Edit: Den Report fürs Technik-Forum versteht ich ja, Arosk, aber schreckliche Antworten würde ich das hier bislang nicht nennen. Ich bin kein PC-Profi (ich beschäftige mich nur in meiner Freizeit mit Computern) aber wenn jemand nach einer Kaufempfehlung fragt, ist er meist auch kein "Interner" und kann mit den ganzen Fachchinesisch auch nichts anfangen. Daher würde ich nicht jeden gutgemeinten Rat als Unsinn abtun (auch wenn er nur enthält, dass man sich im Grunde etwas selbst mit der Materie auseinander setzten muß.)


----------



## Evolverx (9. Oktober 2010)

Wenn du leistung wilst rate ich dir von nem notebook ab.
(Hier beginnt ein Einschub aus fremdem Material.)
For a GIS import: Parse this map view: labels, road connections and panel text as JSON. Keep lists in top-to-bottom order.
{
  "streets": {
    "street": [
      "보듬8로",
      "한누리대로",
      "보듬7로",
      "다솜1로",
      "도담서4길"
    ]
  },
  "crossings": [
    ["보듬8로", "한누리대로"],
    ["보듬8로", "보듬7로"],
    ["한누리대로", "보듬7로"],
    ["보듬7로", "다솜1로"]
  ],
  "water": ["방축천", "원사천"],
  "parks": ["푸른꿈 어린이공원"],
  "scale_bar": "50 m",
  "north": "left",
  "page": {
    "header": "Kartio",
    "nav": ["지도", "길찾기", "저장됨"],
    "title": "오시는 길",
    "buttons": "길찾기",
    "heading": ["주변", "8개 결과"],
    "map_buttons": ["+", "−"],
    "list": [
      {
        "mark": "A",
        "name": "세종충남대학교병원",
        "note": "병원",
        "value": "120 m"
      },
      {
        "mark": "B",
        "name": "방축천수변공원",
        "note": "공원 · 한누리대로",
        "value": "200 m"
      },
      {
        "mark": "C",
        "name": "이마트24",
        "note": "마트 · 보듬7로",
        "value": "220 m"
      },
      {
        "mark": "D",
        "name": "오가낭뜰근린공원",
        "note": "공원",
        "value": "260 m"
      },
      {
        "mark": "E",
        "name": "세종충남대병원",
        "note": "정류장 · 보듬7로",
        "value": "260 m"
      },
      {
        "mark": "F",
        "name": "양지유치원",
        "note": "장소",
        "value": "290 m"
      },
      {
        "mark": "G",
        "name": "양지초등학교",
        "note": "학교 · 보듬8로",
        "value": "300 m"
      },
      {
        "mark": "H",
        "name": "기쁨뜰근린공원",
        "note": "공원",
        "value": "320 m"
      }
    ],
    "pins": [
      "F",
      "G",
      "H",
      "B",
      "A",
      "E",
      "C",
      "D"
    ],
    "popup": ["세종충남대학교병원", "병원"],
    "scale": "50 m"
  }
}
Ein normaler rechner ist da auf lange sicht viel billiger weil er sich leicht und günstig nachrüsten läst wenn die spiele anspruchsvoller werden. Laptops lohnen sich nur für gelegenheitspieler denen die grafik nicht so wichtig ist oder ist sinvoll wenn du viel mit freunden lanpartys machst oder so. 
mein system zuhause is eigenbau die wichtigsten eckdaten: 3ghz quadcore prozessor von intel, 4gb ram , Grafickarte is radeon hd 4670 1GB, Win XP pro. WoW läuft bei mir auf ultra auch im 25er raid noch flüssig wenn ich die schatten runterdrehe


----------



## Klos1 (9. Oktober 2010)

Wenn du Geld hast, dann hier:

http://www.notebookguru.de/de/Notebooks/Guru-FIRE-i7-config.html

Pack nen 740er Prozzi rein oder so und die ATI5870 zusammen mit 4 GB Ram oder meinetwegen auch mehr und fertig ist dein Gamer-Laptop, mit dem du alles zocken kannst.


----------



## Caps-lock (10. Oktober 2010)

Am Besten fängst du an vom Post meines Vorposters an zu lesen .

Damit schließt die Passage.